■ **What is needed**: From the first line of the records down to the one that holds "position:absolute; left:18px; bottom:15px;", transcribe each line exactly and add nothing.

■ **Exercise data**:
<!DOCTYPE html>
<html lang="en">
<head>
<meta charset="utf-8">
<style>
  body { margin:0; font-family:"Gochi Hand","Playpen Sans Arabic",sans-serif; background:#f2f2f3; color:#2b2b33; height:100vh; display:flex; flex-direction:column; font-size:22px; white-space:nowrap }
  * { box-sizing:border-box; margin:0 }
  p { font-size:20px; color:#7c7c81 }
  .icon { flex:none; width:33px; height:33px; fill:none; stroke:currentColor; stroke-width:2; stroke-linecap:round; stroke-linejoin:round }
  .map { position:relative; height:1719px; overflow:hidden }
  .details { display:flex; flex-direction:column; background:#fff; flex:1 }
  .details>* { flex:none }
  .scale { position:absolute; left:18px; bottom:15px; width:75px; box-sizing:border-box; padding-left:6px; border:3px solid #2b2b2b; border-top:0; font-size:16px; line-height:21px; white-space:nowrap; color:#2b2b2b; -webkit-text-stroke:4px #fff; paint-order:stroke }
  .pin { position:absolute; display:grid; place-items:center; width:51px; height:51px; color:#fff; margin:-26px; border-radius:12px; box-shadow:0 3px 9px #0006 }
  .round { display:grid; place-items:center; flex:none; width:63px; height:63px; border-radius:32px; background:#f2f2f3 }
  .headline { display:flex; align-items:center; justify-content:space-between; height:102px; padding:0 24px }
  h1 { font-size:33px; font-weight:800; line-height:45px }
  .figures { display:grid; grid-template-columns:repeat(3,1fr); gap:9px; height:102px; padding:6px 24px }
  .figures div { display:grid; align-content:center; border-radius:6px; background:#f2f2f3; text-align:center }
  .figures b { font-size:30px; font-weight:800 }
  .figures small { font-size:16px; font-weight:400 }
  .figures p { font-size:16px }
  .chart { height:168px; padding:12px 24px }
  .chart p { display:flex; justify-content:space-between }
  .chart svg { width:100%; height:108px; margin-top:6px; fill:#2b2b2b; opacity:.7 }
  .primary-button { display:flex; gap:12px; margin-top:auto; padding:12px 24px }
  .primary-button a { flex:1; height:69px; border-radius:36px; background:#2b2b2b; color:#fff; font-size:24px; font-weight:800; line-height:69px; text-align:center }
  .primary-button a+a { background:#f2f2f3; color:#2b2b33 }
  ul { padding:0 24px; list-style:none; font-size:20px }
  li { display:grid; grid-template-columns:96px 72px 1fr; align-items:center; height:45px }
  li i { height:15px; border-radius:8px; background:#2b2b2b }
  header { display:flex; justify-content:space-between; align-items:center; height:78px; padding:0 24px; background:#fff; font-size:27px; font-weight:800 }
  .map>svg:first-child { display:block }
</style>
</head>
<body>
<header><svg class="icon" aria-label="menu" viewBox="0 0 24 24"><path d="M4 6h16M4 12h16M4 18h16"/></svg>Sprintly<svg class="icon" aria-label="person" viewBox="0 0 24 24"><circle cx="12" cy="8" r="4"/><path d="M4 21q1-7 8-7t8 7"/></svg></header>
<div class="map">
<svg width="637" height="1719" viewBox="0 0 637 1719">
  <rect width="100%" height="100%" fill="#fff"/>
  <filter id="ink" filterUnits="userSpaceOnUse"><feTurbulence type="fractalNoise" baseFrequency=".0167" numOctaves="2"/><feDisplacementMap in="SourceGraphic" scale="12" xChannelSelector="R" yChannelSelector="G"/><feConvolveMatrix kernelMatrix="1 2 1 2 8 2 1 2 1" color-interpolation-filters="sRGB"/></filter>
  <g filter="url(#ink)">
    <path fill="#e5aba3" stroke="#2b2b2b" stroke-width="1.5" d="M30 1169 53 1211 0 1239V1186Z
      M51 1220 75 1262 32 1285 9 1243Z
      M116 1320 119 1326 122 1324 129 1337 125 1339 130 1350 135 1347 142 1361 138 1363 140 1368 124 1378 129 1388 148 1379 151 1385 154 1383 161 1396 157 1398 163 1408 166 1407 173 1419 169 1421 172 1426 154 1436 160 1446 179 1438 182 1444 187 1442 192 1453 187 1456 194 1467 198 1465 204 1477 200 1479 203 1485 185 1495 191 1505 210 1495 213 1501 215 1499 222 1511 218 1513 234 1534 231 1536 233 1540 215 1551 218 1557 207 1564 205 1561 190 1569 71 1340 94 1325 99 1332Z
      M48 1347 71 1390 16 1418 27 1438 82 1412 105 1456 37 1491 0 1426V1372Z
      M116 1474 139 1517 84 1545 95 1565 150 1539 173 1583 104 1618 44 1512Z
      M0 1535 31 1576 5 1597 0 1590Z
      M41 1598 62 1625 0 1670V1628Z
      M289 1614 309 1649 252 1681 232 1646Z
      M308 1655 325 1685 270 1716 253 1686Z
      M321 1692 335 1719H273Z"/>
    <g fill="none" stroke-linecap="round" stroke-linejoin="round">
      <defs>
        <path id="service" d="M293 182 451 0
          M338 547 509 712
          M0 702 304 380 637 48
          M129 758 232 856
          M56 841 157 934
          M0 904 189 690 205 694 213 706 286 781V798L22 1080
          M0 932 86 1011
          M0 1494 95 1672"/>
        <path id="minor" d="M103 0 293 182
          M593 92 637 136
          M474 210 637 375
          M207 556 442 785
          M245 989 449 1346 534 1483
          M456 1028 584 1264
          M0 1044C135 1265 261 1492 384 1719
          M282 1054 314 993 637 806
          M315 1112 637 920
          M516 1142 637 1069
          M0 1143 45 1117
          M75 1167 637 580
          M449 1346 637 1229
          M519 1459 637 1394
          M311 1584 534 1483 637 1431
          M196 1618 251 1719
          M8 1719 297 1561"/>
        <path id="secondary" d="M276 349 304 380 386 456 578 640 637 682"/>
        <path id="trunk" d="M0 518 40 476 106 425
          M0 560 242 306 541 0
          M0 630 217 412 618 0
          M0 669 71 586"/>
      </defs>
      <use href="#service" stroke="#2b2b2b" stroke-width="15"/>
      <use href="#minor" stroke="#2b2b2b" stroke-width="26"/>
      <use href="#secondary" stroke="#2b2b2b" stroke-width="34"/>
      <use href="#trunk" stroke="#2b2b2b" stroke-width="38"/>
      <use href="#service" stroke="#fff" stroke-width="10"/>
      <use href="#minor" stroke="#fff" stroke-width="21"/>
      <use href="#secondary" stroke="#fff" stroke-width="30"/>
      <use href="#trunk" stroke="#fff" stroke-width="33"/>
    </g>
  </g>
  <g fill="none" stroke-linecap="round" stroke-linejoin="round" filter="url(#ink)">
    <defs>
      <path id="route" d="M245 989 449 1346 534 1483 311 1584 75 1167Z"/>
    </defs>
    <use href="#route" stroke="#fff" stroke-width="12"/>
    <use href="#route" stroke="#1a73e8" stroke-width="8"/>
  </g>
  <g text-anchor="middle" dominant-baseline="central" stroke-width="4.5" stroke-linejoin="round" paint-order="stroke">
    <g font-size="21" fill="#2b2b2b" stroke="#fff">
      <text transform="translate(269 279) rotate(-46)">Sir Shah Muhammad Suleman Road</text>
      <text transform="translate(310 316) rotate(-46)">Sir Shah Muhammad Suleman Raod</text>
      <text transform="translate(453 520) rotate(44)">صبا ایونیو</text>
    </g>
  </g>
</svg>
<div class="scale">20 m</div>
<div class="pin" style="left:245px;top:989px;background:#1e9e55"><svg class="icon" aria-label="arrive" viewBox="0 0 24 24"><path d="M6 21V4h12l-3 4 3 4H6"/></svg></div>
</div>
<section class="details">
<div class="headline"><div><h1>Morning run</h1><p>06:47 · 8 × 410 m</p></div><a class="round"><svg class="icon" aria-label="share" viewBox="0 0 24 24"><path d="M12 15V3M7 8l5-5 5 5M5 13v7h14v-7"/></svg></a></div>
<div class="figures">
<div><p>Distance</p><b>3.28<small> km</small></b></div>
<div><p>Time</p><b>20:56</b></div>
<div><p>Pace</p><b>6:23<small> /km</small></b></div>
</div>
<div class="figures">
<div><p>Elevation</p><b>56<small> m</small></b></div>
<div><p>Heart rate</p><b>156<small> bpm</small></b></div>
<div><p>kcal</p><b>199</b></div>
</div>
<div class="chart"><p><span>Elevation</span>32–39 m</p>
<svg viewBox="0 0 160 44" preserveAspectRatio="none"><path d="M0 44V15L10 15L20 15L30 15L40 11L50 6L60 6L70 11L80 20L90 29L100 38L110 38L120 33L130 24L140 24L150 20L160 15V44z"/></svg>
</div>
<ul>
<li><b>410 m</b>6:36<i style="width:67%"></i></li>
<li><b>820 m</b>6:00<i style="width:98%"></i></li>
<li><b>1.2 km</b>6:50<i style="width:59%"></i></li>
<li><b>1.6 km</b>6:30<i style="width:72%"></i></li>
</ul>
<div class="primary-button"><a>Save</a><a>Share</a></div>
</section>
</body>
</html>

■ **Problem solution**:
<!DOCTYPE html>
<html lang="en">
<head>
<meta charset="utf-8">
<style>
  body { margin:0; font-family:"Gochi Hand","Playpen Sans Arabic",sans-serif; background:#f2f2f3; color:#2b2b33; height:100vh; display:flex; flex-direction:column; font-size:22px; white-space:nowrap }
  * { box-sizing:border-box; margin:0 }
  p { font-size:20px; color:#7c7c81 }
  .icon { flex:none; width:33px; height:33px; fill:none; stroke:currentColor; stroke-width:2; stroke-linecap:round; stroke-linejoin:round }
  .map { position:relative; height:1719px; overflow:hidden }
  .details { display:flex; flex-direction:column; background:#fff; flex:1 }
  .details>* { flex:none }
  .scale { position:absolute; left:18px; bottom:15px; width:75px; box-sizing:border-box; padding-left:6px; border:3px solid #2b2b2b; border-top:0; font-size:16px; line-height:21px; white-space:nowrap; color:#2b2b2b; -webkit-text-stroke:4px #fff; paint-order:stroke }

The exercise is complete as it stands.